How to complete this task -
In the data below, how many lines contain the string "roads"? Give only the number.

*** Opening of Supplied material ***

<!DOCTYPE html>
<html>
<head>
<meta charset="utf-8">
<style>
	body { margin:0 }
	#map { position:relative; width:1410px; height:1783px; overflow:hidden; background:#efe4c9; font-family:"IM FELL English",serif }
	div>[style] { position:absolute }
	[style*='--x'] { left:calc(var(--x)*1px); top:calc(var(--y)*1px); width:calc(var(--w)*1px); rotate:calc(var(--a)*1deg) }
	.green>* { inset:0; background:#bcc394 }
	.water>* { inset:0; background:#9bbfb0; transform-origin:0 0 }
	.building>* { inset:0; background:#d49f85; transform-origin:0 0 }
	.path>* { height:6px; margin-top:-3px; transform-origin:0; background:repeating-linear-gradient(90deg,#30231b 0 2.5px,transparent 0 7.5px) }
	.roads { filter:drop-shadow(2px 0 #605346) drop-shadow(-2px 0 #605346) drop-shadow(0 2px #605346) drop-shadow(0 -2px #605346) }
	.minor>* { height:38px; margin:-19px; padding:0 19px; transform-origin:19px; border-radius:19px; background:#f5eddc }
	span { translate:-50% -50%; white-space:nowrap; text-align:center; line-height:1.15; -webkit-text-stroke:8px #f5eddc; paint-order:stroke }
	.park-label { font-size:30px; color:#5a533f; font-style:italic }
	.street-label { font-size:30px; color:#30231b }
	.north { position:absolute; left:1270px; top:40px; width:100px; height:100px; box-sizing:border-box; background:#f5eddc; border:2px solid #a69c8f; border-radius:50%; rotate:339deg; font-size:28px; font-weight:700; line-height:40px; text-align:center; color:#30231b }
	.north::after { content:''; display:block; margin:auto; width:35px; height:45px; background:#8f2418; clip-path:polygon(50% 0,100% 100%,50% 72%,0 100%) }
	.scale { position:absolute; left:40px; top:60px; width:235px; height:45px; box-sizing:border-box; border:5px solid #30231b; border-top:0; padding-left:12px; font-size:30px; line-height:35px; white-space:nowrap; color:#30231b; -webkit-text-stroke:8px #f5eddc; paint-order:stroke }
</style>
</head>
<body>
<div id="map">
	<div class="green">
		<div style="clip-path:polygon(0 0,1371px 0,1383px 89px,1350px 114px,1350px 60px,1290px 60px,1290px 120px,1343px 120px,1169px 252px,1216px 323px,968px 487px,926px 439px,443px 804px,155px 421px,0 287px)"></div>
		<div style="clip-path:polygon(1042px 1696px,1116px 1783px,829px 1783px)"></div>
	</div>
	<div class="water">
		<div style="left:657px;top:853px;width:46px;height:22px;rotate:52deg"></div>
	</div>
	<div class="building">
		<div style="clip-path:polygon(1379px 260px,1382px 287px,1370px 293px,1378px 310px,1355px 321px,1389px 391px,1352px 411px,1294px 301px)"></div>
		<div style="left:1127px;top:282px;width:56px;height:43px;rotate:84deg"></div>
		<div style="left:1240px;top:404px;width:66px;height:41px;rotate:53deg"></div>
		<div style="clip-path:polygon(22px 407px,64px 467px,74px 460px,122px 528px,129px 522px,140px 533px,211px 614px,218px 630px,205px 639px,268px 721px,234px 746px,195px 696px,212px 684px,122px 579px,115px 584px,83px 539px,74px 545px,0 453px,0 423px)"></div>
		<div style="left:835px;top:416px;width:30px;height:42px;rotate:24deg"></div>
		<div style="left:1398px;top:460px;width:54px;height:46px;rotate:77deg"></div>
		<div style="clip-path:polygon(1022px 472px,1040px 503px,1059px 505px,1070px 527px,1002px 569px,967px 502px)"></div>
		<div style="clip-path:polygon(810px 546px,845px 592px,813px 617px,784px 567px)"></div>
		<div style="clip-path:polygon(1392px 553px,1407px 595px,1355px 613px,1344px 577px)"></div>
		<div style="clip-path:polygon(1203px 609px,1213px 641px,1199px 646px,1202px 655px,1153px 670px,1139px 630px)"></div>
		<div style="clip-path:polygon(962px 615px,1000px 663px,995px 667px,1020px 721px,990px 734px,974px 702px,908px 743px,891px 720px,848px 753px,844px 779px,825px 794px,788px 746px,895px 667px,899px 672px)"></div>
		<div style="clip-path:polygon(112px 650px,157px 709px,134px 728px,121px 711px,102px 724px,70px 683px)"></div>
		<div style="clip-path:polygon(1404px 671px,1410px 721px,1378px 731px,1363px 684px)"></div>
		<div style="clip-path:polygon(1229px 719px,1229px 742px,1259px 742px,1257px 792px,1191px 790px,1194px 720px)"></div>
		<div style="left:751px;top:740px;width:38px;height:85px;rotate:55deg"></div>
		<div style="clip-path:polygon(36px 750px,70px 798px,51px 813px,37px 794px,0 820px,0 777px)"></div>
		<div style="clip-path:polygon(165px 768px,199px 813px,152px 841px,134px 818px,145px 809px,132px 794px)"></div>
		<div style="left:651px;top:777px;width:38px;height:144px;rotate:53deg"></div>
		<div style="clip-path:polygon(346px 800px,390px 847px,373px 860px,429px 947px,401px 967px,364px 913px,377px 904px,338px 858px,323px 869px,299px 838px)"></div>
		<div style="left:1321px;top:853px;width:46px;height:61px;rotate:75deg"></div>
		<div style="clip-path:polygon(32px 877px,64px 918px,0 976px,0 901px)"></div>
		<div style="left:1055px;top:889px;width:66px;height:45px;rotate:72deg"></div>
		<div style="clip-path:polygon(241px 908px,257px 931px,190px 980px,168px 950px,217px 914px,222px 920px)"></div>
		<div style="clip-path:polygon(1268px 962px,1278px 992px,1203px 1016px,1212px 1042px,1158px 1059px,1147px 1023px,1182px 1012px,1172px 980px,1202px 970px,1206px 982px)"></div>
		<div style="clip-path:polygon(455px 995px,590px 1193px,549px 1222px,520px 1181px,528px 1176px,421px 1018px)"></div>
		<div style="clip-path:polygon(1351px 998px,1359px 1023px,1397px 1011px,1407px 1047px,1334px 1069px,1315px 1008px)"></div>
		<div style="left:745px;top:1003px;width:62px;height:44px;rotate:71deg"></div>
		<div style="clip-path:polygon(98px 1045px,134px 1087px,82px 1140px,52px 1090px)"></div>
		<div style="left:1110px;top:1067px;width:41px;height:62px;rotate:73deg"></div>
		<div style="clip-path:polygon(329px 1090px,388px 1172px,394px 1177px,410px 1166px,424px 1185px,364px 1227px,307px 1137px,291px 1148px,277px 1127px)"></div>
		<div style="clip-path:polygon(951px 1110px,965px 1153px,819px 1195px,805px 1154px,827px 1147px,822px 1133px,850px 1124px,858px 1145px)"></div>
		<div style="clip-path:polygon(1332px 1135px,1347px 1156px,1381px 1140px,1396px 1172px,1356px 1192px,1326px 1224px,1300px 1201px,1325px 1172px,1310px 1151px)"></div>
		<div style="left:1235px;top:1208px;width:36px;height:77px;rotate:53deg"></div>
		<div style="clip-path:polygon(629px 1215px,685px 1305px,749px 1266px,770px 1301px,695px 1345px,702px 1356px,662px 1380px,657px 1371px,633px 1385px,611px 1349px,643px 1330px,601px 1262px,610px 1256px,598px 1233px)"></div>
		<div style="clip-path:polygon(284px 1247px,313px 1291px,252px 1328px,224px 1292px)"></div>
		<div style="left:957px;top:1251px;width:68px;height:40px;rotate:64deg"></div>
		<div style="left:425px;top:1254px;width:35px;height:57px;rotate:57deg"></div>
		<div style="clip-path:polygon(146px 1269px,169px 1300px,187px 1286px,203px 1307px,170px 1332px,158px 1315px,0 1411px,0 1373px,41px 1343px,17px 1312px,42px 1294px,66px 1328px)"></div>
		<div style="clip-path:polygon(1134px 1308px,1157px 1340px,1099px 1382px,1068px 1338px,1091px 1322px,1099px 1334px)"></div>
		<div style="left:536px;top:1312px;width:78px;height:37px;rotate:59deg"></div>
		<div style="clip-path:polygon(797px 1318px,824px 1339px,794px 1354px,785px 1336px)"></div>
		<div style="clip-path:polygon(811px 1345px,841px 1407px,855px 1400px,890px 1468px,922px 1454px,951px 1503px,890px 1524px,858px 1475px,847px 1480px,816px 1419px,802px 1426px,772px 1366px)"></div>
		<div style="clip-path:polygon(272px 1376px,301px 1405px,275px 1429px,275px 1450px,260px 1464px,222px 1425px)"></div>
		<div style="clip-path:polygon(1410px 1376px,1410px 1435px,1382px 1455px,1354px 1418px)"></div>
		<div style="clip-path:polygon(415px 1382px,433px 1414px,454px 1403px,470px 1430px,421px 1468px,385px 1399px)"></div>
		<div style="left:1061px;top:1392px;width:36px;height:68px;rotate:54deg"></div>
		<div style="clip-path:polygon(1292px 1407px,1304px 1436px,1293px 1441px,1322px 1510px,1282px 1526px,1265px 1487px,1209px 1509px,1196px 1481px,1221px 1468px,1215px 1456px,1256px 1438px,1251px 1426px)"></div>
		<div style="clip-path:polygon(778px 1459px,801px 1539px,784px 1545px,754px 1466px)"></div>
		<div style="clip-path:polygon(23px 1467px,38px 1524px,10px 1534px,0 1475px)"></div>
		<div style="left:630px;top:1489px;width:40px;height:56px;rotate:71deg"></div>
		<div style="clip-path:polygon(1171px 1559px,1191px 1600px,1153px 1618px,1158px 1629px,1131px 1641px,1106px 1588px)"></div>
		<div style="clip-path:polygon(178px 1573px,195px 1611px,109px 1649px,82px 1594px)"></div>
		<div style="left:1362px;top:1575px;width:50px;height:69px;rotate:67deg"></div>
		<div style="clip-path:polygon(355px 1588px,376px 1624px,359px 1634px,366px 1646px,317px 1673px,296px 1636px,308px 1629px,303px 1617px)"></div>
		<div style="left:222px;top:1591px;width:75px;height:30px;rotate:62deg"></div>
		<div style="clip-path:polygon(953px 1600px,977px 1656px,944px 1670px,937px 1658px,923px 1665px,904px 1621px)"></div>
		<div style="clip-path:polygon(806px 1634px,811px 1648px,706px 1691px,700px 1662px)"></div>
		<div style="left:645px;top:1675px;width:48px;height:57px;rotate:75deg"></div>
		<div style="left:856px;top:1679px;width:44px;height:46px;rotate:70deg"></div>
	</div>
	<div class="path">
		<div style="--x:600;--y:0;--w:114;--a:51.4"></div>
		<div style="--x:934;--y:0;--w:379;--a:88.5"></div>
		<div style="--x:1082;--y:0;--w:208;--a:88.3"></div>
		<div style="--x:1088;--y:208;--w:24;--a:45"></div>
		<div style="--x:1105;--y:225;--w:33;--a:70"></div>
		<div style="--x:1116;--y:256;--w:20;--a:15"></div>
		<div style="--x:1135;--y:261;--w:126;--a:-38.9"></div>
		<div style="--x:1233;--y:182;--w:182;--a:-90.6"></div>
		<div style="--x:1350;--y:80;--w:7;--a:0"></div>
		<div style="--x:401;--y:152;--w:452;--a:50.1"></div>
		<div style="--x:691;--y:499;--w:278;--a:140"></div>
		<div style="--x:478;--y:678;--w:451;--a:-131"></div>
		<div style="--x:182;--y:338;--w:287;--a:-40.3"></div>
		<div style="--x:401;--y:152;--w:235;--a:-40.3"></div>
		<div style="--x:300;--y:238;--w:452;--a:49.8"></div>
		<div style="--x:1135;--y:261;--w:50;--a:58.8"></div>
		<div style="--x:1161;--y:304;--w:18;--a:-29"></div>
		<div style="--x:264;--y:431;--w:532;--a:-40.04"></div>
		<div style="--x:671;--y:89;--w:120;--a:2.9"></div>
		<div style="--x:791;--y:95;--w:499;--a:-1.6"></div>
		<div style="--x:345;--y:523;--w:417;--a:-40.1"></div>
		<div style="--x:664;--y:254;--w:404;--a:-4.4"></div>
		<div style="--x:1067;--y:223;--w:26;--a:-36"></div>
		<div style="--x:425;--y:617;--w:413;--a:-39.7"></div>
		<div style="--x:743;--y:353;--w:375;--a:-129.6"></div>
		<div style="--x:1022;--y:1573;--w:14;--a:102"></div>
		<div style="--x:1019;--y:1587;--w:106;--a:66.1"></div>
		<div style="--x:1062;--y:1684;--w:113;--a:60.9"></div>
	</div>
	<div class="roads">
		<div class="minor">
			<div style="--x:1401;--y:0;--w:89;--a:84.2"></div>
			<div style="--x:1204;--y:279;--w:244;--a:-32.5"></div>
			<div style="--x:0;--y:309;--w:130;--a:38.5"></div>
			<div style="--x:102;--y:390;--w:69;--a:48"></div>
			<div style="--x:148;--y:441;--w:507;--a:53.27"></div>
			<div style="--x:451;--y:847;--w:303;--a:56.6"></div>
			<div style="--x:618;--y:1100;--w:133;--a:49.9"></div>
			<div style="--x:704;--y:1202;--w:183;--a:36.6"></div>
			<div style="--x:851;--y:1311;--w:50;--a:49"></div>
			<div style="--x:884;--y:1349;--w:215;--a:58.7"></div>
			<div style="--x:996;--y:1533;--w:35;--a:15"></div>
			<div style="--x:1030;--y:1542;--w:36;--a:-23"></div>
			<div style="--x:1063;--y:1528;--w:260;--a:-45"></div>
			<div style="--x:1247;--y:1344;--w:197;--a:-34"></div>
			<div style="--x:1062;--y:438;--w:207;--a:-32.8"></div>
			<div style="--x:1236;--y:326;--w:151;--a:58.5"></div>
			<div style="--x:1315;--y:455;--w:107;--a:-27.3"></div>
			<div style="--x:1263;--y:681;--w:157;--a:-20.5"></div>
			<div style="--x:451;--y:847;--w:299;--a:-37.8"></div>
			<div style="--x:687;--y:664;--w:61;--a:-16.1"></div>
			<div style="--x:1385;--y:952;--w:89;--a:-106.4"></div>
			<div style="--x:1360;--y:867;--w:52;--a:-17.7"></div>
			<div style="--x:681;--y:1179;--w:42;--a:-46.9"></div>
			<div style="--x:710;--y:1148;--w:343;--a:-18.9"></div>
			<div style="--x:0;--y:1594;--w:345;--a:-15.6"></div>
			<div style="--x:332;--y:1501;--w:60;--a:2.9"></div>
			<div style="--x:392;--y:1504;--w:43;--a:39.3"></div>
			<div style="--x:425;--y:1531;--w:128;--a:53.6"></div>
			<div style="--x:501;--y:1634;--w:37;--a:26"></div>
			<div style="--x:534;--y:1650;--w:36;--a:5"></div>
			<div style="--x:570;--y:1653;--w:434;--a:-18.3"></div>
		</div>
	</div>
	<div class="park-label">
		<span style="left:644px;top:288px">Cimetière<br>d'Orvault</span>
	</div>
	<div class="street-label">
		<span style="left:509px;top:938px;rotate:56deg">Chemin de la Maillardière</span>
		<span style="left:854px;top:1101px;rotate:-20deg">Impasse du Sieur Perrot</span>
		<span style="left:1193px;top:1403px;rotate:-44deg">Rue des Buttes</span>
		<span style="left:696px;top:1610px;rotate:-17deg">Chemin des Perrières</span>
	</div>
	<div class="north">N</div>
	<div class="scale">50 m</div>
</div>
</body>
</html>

*** Close of Supplied material ***

Output of the exercise -
2